__WORK TASK__
Give back the line below containing "M1331,273L1358,274L1357,304L1331,303Z" and every later line, exactly.

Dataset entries
+++

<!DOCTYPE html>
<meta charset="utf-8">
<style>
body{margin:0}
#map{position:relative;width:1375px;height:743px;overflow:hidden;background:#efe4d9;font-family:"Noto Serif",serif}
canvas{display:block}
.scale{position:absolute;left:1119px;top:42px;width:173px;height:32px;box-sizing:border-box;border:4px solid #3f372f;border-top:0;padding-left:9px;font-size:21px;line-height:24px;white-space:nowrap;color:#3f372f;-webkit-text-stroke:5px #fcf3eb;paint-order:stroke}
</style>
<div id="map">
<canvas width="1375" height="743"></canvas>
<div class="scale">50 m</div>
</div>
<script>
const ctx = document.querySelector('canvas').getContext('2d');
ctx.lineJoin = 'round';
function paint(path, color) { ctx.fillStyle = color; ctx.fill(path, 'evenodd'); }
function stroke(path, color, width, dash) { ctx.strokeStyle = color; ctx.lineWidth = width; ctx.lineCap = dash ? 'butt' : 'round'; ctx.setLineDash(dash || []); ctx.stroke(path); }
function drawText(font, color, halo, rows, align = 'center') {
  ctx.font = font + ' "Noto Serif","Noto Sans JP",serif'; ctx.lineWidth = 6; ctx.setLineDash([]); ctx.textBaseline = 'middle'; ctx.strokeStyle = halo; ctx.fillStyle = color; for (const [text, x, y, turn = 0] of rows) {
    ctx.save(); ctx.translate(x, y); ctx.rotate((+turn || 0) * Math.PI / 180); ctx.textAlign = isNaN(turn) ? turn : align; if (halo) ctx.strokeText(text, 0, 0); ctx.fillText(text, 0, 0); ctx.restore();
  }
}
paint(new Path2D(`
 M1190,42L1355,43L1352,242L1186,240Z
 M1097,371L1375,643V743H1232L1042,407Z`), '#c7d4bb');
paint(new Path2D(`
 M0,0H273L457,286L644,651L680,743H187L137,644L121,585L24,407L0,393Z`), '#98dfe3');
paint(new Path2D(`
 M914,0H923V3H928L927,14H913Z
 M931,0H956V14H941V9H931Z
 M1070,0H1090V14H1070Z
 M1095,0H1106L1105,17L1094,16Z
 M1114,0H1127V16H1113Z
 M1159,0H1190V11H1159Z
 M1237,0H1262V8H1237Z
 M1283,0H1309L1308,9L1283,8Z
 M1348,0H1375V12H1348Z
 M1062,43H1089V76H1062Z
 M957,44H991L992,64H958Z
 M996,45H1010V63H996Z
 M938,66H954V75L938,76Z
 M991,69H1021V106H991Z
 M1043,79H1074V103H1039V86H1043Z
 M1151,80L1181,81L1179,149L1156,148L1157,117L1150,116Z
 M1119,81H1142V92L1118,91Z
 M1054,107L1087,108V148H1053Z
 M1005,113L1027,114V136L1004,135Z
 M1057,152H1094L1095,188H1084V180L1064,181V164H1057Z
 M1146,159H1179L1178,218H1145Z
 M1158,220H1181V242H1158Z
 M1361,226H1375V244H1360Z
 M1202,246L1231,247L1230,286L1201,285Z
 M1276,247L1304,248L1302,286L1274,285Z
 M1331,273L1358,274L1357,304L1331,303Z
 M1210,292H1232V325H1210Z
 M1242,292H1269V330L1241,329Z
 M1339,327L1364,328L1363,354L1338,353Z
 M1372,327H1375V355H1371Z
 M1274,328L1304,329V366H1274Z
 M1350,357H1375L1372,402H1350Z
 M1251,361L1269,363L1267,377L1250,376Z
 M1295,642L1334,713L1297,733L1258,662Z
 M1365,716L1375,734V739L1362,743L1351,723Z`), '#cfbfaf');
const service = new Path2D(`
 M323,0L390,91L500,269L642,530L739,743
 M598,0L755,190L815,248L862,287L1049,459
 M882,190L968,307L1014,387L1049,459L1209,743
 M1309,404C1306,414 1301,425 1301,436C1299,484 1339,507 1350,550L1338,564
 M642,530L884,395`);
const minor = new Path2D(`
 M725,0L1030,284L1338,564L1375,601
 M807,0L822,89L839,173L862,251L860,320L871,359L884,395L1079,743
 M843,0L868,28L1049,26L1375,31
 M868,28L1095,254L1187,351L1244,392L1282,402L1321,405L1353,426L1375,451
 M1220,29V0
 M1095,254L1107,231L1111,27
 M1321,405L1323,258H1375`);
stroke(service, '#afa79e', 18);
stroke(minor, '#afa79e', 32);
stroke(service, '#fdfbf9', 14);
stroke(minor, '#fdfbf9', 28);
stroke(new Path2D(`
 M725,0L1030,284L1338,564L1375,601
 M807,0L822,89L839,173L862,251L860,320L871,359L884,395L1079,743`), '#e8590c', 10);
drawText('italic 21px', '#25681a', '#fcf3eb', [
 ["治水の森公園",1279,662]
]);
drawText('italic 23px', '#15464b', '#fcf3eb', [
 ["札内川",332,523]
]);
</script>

+++

__WRITTEN SOLUTION__
 M1331,273L1358,274L1357,304L1331,303Z
 M1210,292H1232V325H1210Z
 M1242,292H1269V330L1241,329Z
 M1339,327L1364,328L1363,354L1338,353Z
 M1372,327H1375V355H1371Z
 M1274,328L1304,329V366H1274Z
 M1350,357H1375L1372,402H1350Z
 M1251,361L1269,363L1267,377L1250,376Z
 M1295,642L1334,713L1297,733L1258,662Z
 M1365,716L1375,734V739L1362,743L1351,723Z`), '#cfbfaf');
const service = new Path2D(`
 M323,0L390,91L500,269L642,530L739,743
 M598,0L755,190L815,248L862,287L1049,459
 M882,190L968,307L1014,387L1049,459L1209,743
 M1309,404C1306,414 1301,425 1301,436C1299,484 1339,507 1350,550L1338,564
 M642,530L884,395`);
const minor = new Path2D(`
 M725,0L1030,284L1338,564L1375,601
 M807,0L822,89L839,173L862,251L860,320L871,359L884,395L1079,743
 M843,0L868,28L1049,26L1375,31
 M868,28L1095,254L1187,351L1244,392L1282,402L1321,405L1353,426L1375,451
 M1220,29V0
 M1095,254L1107,231L1111,27
 M1321,405L1323,258H1375`);
stroke(service, '#afa79e', 18);
stroke(minor, '#afa79e', 32);
stroke(service, '#fdfbf9', 14);
stroke(minor, '#fdfbf9', 28);
stroke(new Path2D(`
 M725,0L1030,284L1338,564L1375,601
 M807,0L822,89L839,173L862,251L860,320L871,359L884,395L1079,743`), '#e8590c', 10);
drawText('italic 21px', '#25681a', '#fcf3eb', [
 ["治水の森公園",1279,662]
]);
drawText('italic 23px', '#15464b', '#fcf3eb', [
 ["札内川",332,523]
]);
</script>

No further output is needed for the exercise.